# Brief
Among the lines below, count those with the word "shadow". Answer with the number only.

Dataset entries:
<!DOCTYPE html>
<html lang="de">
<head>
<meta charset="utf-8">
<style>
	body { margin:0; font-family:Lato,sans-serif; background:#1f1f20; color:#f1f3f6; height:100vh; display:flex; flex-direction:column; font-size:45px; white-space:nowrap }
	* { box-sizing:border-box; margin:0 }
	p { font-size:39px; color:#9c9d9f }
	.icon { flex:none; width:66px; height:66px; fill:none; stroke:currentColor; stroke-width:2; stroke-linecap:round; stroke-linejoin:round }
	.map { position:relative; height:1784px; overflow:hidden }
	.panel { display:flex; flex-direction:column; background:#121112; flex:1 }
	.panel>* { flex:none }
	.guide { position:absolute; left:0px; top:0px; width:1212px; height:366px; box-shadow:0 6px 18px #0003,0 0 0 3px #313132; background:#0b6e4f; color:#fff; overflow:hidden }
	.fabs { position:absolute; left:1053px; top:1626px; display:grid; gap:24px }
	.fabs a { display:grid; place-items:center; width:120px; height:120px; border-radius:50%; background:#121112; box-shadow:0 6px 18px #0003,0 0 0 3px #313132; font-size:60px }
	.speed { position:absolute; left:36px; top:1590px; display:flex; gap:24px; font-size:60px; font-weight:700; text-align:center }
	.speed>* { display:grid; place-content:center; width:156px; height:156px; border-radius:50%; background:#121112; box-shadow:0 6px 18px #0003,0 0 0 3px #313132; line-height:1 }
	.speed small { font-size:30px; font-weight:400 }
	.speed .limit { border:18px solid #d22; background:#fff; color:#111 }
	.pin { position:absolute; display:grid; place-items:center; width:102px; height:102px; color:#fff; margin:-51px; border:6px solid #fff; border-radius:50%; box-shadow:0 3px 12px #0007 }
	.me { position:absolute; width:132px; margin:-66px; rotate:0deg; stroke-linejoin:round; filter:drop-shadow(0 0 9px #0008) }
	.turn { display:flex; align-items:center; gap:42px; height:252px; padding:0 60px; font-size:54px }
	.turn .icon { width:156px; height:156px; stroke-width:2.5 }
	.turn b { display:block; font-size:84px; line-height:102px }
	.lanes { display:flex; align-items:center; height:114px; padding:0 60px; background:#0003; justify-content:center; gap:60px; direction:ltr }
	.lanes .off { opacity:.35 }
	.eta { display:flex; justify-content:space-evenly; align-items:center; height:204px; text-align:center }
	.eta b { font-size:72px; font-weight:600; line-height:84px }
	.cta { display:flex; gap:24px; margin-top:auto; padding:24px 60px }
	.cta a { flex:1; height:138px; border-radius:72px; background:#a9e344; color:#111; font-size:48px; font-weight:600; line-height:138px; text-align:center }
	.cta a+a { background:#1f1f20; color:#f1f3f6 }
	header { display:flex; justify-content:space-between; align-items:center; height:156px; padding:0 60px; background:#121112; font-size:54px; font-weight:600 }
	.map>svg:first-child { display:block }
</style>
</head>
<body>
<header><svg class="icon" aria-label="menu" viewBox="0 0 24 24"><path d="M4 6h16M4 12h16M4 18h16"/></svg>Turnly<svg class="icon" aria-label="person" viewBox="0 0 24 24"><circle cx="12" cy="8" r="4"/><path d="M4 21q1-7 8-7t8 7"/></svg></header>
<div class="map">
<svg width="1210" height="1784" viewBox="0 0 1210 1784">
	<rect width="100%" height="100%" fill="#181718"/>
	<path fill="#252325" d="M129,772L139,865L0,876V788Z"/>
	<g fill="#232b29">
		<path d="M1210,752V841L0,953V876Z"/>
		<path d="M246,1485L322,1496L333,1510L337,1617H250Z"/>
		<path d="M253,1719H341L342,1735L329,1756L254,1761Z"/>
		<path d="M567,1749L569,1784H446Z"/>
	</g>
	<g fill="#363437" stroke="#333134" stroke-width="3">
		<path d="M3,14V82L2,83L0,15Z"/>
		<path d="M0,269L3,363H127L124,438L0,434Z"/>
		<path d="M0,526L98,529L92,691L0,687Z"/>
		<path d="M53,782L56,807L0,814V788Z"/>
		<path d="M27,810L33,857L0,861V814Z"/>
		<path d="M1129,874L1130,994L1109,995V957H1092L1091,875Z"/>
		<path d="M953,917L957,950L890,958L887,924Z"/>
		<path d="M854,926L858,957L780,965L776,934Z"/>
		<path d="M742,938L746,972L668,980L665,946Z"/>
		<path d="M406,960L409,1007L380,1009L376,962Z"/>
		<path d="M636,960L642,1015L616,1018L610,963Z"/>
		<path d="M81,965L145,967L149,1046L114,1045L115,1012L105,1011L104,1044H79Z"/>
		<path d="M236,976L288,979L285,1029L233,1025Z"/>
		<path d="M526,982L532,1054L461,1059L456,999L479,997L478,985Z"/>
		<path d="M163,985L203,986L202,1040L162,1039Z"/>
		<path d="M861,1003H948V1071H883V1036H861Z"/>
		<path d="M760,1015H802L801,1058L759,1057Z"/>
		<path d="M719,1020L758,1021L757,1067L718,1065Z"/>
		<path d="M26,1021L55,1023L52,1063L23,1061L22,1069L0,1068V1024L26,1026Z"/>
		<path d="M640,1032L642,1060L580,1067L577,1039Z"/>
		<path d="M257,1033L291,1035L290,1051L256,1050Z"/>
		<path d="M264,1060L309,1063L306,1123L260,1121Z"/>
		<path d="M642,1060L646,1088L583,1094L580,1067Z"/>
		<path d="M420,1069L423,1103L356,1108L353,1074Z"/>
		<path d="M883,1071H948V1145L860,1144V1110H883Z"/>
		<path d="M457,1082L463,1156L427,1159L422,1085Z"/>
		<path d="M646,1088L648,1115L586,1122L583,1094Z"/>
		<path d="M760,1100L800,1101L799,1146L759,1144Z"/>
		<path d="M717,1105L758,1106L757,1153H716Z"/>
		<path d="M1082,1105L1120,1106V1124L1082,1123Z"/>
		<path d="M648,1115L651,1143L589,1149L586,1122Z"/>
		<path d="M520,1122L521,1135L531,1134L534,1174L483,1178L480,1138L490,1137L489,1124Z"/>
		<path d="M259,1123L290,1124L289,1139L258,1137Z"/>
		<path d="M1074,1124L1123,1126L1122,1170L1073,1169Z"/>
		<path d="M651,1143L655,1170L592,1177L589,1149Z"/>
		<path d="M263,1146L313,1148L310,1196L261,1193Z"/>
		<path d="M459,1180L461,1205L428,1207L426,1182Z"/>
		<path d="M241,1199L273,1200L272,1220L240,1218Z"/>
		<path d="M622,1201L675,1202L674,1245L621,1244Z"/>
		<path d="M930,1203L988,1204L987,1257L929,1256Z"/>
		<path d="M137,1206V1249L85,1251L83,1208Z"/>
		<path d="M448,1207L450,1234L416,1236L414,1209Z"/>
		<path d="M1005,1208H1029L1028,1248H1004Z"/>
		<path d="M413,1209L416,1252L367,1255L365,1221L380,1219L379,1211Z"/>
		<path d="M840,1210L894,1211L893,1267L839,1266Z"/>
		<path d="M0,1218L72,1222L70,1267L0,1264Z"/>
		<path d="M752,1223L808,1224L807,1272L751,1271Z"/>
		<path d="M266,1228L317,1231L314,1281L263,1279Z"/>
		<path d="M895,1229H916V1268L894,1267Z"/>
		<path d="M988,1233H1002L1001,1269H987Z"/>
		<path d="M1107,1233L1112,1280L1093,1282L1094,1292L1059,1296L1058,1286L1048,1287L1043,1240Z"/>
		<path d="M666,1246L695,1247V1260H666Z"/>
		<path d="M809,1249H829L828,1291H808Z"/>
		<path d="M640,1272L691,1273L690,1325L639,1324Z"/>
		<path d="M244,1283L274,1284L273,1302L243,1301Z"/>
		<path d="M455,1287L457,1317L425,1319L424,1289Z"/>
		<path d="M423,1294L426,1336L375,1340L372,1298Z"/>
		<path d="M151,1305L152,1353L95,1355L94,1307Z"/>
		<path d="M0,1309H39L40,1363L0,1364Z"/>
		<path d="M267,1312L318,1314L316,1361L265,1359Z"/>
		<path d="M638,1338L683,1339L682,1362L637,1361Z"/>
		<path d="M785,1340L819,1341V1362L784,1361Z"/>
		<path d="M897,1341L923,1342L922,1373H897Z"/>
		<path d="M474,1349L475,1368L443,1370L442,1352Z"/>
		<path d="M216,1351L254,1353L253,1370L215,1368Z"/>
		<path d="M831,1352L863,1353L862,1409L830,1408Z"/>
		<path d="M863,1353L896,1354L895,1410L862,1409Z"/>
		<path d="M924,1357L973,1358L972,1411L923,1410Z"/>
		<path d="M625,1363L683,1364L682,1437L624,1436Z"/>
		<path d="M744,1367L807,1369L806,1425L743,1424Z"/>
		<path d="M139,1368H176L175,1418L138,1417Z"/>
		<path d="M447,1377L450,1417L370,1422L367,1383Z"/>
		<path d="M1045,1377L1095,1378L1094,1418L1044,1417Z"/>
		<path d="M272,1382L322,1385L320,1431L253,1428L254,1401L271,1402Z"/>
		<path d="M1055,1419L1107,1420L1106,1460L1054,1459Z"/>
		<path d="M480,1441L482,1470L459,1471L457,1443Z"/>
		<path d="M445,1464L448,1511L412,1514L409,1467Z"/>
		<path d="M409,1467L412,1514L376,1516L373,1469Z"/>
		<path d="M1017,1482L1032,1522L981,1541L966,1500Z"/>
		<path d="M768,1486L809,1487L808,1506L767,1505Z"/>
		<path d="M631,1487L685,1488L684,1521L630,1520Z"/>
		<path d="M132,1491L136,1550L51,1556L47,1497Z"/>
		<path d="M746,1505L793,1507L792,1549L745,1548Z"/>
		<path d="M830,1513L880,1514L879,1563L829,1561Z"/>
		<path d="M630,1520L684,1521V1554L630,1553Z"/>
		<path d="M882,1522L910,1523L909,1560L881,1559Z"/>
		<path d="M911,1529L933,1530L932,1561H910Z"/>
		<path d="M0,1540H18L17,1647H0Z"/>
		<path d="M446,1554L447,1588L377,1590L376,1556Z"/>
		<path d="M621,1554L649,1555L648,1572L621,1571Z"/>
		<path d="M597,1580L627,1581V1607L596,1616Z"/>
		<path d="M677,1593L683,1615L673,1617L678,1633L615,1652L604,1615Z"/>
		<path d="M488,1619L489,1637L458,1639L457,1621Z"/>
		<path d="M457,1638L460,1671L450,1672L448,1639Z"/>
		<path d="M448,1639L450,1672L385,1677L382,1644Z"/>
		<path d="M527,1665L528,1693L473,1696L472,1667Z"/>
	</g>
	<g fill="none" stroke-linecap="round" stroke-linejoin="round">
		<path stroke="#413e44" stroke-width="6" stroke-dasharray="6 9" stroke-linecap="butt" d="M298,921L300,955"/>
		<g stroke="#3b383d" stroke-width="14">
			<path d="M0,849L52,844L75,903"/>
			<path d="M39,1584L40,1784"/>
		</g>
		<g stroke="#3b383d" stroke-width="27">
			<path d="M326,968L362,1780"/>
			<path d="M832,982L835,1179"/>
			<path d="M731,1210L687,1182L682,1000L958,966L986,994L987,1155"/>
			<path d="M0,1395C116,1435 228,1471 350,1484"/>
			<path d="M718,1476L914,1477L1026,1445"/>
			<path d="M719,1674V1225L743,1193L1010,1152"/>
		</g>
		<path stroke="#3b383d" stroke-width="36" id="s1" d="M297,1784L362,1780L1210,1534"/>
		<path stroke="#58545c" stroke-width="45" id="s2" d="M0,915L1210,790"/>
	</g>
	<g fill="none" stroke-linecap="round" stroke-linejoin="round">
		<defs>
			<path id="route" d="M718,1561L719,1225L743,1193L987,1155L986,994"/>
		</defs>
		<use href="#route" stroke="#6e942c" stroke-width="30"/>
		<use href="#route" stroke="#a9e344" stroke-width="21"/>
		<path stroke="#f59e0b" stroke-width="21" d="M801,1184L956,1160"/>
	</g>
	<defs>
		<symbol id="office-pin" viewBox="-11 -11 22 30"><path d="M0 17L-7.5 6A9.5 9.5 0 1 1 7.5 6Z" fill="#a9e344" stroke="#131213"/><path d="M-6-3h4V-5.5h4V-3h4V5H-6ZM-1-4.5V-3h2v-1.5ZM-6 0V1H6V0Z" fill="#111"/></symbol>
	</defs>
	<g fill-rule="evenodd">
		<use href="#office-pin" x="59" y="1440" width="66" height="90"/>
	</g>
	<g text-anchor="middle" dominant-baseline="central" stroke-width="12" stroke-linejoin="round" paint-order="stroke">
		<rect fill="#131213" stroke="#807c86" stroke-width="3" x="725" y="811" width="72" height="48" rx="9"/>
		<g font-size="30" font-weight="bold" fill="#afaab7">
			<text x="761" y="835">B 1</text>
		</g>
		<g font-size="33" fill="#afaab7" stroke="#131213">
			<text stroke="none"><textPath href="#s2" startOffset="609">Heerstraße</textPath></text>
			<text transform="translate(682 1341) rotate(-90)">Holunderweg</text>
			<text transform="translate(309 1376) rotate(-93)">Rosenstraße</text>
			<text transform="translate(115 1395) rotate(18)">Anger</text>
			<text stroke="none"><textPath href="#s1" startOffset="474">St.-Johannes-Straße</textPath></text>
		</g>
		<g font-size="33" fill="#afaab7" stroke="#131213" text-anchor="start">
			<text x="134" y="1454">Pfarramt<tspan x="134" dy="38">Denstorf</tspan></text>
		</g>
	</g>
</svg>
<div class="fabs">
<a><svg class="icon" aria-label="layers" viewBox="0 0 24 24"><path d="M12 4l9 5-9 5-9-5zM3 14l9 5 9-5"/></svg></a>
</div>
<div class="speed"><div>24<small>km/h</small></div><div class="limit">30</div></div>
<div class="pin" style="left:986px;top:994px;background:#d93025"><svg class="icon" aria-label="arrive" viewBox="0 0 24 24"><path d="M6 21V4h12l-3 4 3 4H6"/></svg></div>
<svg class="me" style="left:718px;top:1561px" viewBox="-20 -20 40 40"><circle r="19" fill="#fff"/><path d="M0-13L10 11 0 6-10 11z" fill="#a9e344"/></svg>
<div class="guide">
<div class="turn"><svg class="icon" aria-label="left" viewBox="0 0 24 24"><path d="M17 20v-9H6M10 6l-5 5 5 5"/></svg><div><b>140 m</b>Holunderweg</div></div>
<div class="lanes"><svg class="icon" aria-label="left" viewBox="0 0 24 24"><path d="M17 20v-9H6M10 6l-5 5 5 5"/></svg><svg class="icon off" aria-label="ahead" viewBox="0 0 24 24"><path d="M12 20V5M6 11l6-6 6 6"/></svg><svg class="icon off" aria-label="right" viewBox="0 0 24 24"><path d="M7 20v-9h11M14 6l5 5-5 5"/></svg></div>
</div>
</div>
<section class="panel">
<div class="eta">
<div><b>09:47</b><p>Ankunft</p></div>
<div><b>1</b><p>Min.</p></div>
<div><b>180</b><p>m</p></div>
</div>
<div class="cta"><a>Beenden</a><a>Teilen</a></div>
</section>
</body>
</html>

# Problem solution
5